§ Excerpted data:

★ ★ ★ ★ ★ ★ ★

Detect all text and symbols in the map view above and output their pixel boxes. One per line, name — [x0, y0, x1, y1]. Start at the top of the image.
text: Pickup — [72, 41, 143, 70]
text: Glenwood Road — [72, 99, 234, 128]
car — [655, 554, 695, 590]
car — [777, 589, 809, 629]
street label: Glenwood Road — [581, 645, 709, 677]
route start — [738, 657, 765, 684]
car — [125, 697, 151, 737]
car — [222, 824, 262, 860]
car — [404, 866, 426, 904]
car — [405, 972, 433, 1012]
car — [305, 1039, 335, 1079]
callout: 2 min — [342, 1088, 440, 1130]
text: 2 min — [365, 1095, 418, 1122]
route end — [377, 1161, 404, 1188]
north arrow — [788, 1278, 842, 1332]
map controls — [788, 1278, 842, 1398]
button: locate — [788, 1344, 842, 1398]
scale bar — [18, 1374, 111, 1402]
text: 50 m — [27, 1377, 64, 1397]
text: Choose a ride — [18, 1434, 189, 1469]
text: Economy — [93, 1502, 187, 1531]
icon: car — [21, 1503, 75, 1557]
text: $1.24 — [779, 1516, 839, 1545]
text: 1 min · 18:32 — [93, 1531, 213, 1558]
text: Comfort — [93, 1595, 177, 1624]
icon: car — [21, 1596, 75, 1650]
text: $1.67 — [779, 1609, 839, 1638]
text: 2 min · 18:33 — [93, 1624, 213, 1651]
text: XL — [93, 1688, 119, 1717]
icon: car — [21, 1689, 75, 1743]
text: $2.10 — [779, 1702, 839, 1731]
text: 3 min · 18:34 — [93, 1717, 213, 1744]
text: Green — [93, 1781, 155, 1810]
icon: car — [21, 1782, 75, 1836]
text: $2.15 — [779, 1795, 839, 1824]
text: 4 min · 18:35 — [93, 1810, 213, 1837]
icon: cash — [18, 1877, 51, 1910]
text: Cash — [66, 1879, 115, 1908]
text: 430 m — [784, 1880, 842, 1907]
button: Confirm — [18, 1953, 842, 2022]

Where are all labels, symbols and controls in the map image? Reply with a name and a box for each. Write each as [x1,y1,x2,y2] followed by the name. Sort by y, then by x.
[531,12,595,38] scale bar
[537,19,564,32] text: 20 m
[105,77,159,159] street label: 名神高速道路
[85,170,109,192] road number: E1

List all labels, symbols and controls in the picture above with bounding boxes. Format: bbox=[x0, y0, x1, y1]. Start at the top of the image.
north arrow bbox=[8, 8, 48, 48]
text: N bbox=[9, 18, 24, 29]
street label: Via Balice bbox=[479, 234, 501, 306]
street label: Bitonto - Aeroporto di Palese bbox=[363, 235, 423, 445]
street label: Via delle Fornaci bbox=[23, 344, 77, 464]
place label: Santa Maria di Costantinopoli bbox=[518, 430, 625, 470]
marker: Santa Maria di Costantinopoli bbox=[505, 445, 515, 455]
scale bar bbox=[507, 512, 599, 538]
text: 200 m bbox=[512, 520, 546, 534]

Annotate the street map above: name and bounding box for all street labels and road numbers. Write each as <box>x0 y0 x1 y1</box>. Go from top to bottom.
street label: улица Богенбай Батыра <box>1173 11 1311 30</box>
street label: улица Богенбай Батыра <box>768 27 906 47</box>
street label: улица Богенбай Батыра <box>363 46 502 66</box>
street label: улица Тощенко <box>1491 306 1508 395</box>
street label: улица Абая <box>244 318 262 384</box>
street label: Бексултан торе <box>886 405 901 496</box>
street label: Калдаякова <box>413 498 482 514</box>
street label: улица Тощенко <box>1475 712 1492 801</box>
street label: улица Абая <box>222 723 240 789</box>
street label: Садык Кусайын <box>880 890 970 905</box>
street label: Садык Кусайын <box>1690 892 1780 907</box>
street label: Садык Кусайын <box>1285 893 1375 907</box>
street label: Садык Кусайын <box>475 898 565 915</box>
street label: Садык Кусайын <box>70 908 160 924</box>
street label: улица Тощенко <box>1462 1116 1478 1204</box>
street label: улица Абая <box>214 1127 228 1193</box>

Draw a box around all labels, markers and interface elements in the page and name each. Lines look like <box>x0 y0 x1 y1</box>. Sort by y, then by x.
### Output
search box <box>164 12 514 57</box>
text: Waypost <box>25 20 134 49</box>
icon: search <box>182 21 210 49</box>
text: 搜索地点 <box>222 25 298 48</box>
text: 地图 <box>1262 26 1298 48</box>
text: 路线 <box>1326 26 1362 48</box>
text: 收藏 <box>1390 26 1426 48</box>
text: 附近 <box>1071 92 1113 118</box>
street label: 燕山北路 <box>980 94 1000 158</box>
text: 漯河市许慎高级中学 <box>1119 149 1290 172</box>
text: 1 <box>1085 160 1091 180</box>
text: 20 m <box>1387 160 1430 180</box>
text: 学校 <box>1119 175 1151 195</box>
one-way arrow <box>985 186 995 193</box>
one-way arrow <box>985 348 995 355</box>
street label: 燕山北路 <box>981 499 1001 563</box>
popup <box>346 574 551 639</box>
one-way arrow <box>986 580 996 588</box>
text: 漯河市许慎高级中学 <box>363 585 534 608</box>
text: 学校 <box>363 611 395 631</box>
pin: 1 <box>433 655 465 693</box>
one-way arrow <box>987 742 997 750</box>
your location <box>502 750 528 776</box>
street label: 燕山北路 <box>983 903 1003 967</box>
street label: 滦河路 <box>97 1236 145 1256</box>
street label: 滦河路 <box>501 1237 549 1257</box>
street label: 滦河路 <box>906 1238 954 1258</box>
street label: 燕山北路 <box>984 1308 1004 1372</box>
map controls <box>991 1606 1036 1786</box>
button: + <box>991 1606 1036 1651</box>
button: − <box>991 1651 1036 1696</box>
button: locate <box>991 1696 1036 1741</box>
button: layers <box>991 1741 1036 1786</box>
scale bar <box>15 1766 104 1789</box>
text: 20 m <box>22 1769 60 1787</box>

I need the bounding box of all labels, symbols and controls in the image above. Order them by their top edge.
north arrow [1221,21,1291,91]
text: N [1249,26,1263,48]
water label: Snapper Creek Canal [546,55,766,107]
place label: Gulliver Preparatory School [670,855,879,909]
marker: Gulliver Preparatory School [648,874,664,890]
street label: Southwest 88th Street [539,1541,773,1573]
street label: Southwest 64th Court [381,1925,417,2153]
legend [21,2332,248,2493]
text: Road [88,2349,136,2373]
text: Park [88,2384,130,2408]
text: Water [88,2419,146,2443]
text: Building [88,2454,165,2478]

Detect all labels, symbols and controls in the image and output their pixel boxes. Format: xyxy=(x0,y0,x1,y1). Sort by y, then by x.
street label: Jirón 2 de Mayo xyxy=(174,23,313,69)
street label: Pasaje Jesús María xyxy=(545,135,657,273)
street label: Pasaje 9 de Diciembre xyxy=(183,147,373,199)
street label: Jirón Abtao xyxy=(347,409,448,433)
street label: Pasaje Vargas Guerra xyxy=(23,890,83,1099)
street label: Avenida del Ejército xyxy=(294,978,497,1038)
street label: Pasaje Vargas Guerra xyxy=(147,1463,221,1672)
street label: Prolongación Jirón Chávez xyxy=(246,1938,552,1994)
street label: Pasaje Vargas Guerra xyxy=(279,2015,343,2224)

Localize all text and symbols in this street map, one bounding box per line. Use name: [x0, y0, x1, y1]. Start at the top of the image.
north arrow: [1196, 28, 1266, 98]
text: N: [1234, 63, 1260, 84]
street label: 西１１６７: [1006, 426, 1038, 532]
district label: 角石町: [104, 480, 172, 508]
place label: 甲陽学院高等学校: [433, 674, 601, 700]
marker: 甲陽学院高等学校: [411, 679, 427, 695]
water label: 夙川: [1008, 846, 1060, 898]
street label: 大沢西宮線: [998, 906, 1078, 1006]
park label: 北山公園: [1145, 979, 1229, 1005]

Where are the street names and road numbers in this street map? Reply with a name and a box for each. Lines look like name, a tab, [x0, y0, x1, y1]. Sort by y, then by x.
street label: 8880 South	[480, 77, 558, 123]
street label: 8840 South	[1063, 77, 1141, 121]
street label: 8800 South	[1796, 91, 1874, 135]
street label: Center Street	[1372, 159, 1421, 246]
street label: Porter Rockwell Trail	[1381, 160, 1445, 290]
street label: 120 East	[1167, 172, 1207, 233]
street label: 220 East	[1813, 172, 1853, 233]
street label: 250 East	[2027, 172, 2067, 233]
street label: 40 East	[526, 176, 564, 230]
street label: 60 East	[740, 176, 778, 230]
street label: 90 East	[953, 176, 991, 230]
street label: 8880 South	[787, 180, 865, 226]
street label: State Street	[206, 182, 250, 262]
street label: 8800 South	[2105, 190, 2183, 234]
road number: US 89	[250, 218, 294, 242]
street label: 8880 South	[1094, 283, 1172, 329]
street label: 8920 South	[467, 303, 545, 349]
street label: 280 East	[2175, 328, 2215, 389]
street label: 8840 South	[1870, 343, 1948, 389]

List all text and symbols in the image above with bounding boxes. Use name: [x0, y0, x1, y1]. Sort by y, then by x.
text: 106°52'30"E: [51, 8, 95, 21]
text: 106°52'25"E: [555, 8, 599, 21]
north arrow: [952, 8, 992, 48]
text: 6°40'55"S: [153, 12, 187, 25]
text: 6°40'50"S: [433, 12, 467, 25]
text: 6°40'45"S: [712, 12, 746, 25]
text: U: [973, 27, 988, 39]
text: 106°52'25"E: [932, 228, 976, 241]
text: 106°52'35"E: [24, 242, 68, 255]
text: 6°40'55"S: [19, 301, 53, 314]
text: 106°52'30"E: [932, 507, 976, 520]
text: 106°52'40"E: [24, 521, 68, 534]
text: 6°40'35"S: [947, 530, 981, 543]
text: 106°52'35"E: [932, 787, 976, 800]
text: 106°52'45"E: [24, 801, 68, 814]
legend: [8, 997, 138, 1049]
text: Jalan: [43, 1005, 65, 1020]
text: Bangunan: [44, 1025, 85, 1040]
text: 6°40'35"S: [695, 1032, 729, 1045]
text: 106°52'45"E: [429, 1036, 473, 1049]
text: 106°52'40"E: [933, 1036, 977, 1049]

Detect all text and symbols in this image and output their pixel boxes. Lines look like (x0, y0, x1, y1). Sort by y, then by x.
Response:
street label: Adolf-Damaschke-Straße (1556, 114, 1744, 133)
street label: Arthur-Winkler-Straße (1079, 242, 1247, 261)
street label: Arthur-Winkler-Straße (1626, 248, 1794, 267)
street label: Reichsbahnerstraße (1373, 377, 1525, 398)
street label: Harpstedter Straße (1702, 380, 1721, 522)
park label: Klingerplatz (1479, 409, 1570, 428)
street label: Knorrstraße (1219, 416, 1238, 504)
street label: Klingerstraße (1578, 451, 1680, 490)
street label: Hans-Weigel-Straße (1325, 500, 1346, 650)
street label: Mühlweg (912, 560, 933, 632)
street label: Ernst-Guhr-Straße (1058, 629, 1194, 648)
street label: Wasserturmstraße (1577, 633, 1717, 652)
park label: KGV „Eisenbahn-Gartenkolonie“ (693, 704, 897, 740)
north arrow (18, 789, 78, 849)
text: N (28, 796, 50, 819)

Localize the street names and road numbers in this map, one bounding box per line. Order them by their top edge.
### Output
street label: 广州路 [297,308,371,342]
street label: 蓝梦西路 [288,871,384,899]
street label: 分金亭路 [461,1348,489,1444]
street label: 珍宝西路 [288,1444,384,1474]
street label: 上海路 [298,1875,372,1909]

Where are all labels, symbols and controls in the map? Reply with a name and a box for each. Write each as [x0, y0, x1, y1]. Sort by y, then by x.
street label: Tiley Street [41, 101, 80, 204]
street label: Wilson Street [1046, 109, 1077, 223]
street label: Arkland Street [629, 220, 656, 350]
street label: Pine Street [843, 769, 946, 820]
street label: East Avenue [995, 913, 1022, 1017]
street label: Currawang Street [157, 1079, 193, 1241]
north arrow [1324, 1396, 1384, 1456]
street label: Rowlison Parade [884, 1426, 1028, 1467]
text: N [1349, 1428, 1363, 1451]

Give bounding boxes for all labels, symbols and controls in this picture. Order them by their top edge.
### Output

★ ★ ★ ★ ★ ★ ★

§ Activity:
Exactly the lines from the one that holds "Where are all labels, symbols and controls in the map?" through the final line of the records above should be written out, and only those.

§ Expected answer:
Where are all labels, symbols and controls in the map? Reply with a name and a box for each. Write each as [x0, y0, x1, y1]. Sort by y, then by x.
street label: Tiley Street [41, 101, 80, 204]
street label: Wilson Street [1046, 109, 1077, 223]
street label: Arkland Street [629, 220, 656, 350]
street label: Pine Street [843, 769, 946, 820]
street label: East Avenue [995, 913, 1022, 1017]
street label: Currawang Street [157, 1079, 193, 1241]
north arrow [1324, 1396, 1384, 1456]
street label: Rowlison Parade [884, 1426, 1028, 1467]
text: N [1349, 1428, 1363, 1451]

Give bounding boxes for all labels, symbols and controls in this picture. Order them by their top edge.
### Output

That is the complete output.